Aug 08 14:42:25 power8 worker[158130]: [info] Received signal TERM
Aug 08 14:43:55 power8 systemd[1]: openqa-worker-auto-restart@5.service: State 'stop-sigterm' timed out. Killing.
Aug 08 14:43:55 power8 systemd[1]: openqa-worker-auto-restart@5.service: Killing process 158130 (worker) with signal SIGKILL.
Aug 08 14:43:55 power8 systemd[1]: openqa-worker-auto-restart@5.service: Killing process 24903 (worker) with signal SIGKILL.
Aug 08 14:43:55 power8 systemd[1]: openqa-worker-auto-restart@5.service: Main process exited, code=killed, status=9/KILL
Aug 08 14:43:55 power8 systemd[1]: openqa-worker-auto-restart@5.service: Failed with result 'timeout'.
Aug 08 14:43:55 power8 systemd[1]: Stopped openQA Worker #5.
Aug 08 14:43:55 power8 systemd[1]: Starting openQA Worker #5...
Aug 08 14:43:55 power8 systemd[1]: Started openQA Worker #5.
Aug 08 14:43:56 power8 worker[63906]: [info] worker 5:
Aug 08 14:43:56 power8 worker[63906]:  - config file:           /etc/openqa/workers.ini
Aug 08 14:43:56 power8 worker[63906]:  - worker hostname:       power8
Aug 08 14:43:56 power8 worker[63906]:  - isotovideo version:    26
Aug 08 14:43:56 power8 worker[63906]:  - websocket API version: 1
Aug 08 14:43:56 power8 worker[63906]:  - web UI hosts:          http://openqa1-opensuse
Aug 08 14:43:56 power8 worker[63906]:  - class:                 qemu_ppc64le,qemu_ppc64,qemu_ppc,heavyload
Aug 08 14:43:56 power8 worker[63906]:  - no cleanup:            no
Aug 08 14:43:56 power8 worker[63906]:  - pool directory:        /var/lib/openqa/pool/5
Aug 08 14:43:56 power8 worker[63906]: [info] CACHE: caching is enabled, setting up /var/lib/openqa/cache/openqa1-opensuse
Aug 08 14:43:56 power8 worker[63906]: [info] Project dir for host http://openqa1-opensuse is /var/lib/openqa/share
Aug 08 14:43:56 power8 worker[63906]: [info] Registering with openQA http://openqa1-opensuse
Aug 08 14:44:00 power8 worker[63906]: [info] Establishing ws connection via ws://openqa1-opensuse/api/v1/ws/17
Aug 08 14:44:00 power8 worker[63906]: [info] Registered and connected via websockets with openQA host http://openqa1-opensuse and worker ID 17

The last stopping/killing was triggered by me restarting the service. So apparently the worker was stuck and did not react to SIGTERM anymore.
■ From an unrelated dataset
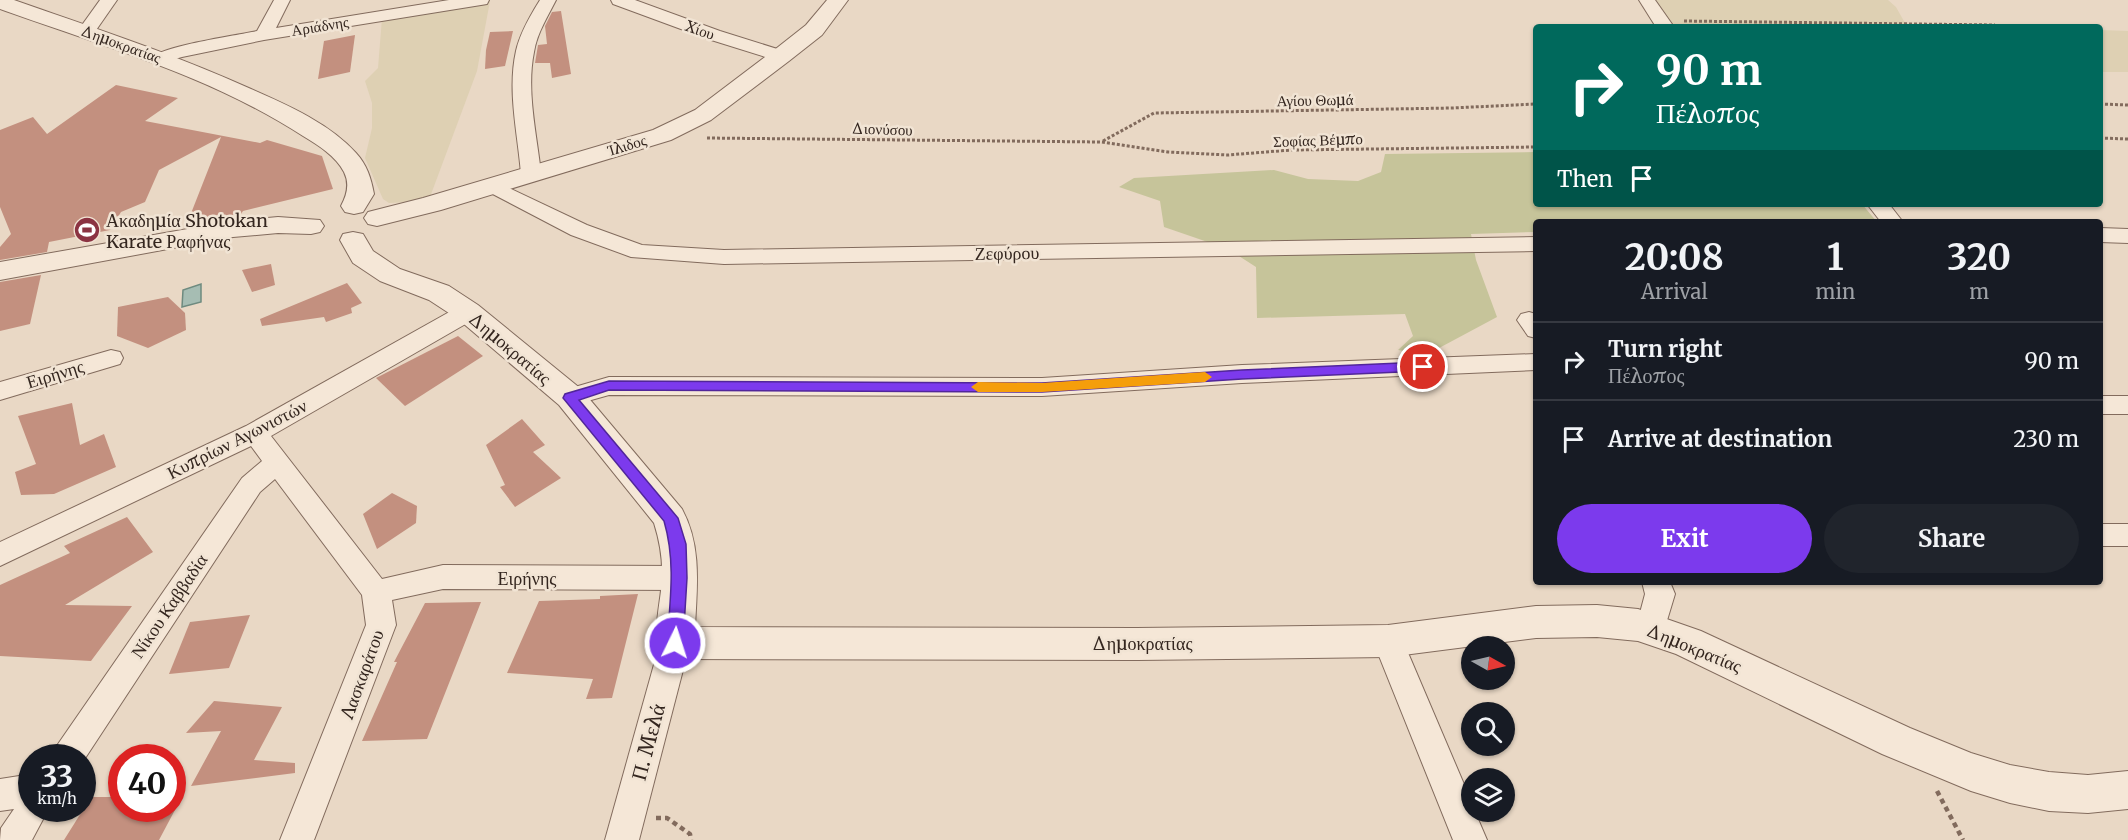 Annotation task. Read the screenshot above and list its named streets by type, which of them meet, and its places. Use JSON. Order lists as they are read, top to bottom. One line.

Note that after restarting the services the jobs are now shown properly as "obsoleted" on the web UI and the worker slots are used again.

Suggestions

  • Find out why the workers got stuck; even if the actual problem is on the web UI side the worker service should react to SIGTERM.
  • Find out whether something went wrong on the web UI side.
    • That jobs were cancelled is probably correct behavior.
    • That the stale job detection did nothing about the jobs makes sense considering they were cancelled.
    • That the workers kept being associated with the jobs does not seem to be a problem considering the workers were actually stuck and restarting them actually freed up the relation.
    • So maybe nothing wrong on the web UI side?
Actions #1

Updated by mkittler over 2 years ago

The newly assigned jobs are stuck in assigned state. It looks like the newly restarted worker slots are already stuck again. The log looks like the one from the ticket description.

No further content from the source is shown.